Records from a data collection:
Start of Block

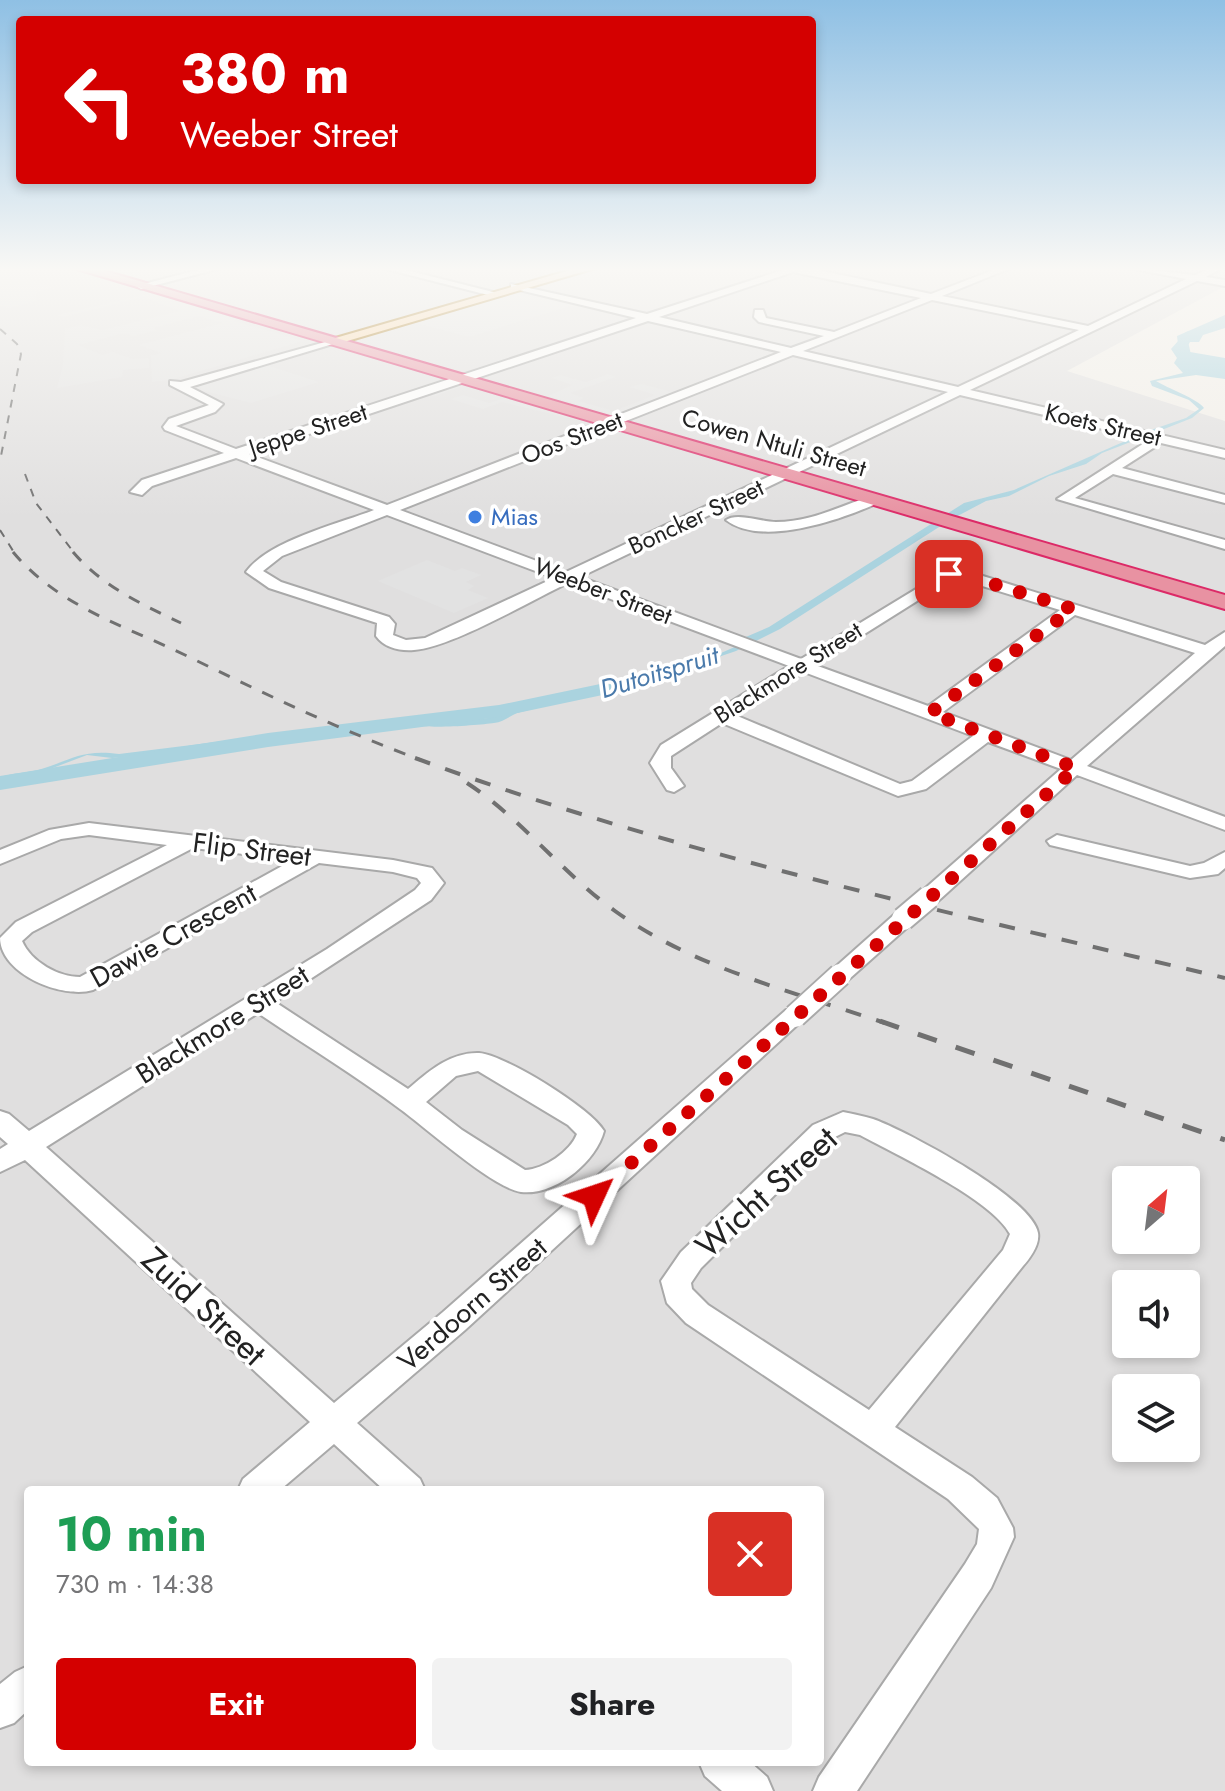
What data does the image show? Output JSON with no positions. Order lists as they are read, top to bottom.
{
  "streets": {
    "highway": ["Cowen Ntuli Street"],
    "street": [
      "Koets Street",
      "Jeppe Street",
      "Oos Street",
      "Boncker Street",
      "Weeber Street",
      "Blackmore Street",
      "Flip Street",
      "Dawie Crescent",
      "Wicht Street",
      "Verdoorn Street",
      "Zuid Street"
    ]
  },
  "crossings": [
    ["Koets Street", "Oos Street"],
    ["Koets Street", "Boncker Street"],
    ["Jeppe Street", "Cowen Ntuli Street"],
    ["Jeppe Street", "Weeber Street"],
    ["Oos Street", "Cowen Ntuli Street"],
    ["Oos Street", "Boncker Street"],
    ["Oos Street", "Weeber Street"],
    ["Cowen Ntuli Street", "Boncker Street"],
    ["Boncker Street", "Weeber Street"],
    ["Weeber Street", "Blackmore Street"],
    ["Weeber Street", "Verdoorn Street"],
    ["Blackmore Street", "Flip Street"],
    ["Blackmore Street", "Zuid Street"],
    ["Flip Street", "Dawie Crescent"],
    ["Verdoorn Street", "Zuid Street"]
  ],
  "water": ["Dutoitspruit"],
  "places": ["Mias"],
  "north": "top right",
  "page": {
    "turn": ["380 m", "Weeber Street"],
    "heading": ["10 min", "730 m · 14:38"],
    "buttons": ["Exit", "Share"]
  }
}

End of Block

Go through the records and report each line that contains "Flip".

      "Flip Street",
    ["Blackmore Street", "Flip Street"],
    ["Flip Street", "Dawie Crescent"],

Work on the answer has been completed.